##### Excerpted records #####
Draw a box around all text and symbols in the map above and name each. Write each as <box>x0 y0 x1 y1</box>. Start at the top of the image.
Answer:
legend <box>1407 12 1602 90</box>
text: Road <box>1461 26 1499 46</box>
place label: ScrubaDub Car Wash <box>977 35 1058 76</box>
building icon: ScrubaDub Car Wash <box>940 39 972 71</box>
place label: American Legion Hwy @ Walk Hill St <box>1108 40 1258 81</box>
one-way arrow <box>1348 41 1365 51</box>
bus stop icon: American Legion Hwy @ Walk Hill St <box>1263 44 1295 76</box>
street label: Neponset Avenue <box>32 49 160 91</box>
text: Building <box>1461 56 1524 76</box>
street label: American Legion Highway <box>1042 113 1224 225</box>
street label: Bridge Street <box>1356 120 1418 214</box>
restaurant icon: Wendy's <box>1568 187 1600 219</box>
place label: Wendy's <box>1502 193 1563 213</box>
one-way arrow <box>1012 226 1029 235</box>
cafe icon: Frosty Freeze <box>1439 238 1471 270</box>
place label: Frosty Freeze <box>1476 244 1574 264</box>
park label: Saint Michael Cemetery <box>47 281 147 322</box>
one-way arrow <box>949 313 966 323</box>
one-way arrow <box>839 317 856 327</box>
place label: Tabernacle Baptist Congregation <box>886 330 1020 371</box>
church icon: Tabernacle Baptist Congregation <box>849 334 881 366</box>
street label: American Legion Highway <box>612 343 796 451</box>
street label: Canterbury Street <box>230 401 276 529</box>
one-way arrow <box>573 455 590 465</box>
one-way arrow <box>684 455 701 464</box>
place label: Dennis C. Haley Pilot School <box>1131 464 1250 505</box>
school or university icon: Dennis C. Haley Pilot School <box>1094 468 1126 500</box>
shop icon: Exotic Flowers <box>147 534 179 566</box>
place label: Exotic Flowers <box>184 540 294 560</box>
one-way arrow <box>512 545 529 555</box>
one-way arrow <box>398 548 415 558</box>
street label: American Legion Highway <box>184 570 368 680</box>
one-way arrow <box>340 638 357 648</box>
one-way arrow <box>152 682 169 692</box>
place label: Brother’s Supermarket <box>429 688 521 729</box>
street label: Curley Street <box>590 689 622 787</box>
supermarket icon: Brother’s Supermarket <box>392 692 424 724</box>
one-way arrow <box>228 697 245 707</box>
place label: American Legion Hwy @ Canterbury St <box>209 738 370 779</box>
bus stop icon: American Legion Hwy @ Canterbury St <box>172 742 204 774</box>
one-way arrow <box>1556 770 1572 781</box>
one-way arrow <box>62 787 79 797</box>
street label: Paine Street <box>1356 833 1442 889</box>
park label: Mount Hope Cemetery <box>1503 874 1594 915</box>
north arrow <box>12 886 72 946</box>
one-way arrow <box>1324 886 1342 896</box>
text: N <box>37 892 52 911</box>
#####
* [Problem to work on]
Look over the entries above and tally the lines containing the string "ScrubaDub"; the answer is that total only.

* [Written reply]
2